No answer. He walked past the table and into a hallway. He gasped. Mr Hastings was lying unmoving on the floor. He was on his side, a mat tangled in his feet. Without hesitation, heart thumping in his chest, Adrian ran to his side. To his relief, the old man was breathing audibly. but his eyes were closed. He seemed to be unconscious.
‘How long had he been lying there?’ he wondered.
He pulled his phone out of his pocket and punched in 000, the first time he ever had to do that.
‘They’re on their way,’ he was assured after explaining what he had found.
He ended the call, put away the phone and looked down at the old man. He must have tripped on the mat and knocked himself out. What should he do? He went off, looked into a bedroom, pulled a pillow and blanket off a neatly made bed, then returned. He gently inserted the pillow under his head and draped the blanket over him. Then he walked to the front door and opened it. He stood outside, pulled his phone out again, and called his mother. It went to her message bank. He left her a brief message explaining what had happened. She was a nurse at a nearby hospital. She would have it turned off while she was on duty. As he ended the call, an ambulance pulled into the driveway.
Some minutes later, he watched as they wheeled Mr Hastings out to the ambulance.
“He seems ok, but he may have a fractured hip,” a female paramedic told him.
“Good thing you found him. He probably wouldn’t have been able to move.”
She patted him on the shoulder. Soon the ambulance pulled out of the driveway and set off. It had aroused very little interest in the few people passing by. They just looked and kept going.

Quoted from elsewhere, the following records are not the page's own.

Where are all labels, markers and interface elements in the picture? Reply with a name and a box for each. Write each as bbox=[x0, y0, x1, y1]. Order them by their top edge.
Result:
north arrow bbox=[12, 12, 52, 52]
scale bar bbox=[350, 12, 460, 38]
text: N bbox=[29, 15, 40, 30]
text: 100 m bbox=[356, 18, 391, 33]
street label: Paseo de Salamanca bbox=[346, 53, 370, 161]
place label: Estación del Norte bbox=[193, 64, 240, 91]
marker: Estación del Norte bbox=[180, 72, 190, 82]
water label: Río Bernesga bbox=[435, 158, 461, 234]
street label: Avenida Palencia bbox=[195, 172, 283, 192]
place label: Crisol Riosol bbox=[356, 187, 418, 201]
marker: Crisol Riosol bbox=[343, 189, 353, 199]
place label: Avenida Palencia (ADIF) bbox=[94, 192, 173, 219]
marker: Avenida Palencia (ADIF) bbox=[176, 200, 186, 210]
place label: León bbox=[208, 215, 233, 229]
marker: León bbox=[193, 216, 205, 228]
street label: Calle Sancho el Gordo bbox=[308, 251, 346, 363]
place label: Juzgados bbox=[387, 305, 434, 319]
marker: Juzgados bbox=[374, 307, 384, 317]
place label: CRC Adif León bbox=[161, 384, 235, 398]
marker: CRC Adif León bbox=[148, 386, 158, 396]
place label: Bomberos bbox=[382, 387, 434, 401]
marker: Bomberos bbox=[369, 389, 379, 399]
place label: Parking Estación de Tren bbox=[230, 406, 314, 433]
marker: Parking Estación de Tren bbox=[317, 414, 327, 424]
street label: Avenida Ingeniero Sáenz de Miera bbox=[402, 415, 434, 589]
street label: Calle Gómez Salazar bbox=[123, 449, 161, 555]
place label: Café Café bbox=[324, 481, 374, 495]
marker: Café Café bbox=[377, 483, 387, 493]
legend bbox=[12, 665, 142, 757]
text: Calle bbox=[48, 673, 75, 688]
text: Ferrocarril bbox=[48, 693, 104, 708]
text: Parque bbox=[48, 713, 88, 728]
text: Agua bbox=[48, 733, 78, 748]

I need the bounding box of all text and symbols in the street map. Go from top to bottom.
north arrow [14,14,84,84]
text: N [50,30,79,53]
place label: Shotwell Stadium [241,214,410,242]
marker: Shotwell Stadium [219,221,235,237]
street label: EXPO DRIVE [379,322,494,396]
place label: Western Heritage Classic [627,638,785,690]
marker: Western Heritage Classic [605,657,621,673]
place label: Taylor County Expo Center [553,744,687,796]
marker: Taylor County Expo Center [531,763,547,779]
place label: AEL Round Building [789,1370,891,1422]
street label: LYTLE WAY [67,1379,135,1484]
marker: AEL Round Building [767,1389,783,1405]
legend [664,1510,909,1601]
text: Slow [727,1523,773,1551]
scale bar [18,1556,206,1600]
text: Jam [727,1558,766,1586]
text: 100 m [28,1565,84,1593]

Adrian went back inside. He picked the plate up from the table, emptied it into the rubbish bin, then washed it and other dishes and cutlery he found in the sink. He dried everything with a dish towel and stacked it neatly on the draining board. He looked around. Everything was neat and tidy. He locked the back door, then pulled the plastic bag half-filled with garbage out of the bin. He would drop it in the big bin outside next to the house. He saw a set of keys hanging up on a key rack.
‘Should he take it?’ he wondered. How would Hastings get back again? He took it just in case and walked out of the front door. He would call the hospital later to check on the old man, He picked up his backpack, dropped the garbage bag in the bin, and set off for home.
Ten minutes later, he was drinking deeply from a carton of vegetable juice. His mother would not be impressed, but she wasn’t there to see him. He put it back in the fridge then went into his bedroom, dropping his bag on the floor. He lay back on his bed, pulled his phone from his pocket and pushed a button.
“Hi Aidie,” a voice trilled.
He felt warm inside. His favourite person in the whole world, well, apart from his mother.
“Hi Simone,” he answered.
They’d only been seeing each other for two months. It was exciting. She was the first person he’d ever dated.
“You’ll never guess what happened to me today.”
So Adrian proceeded to tell her all about his good deed.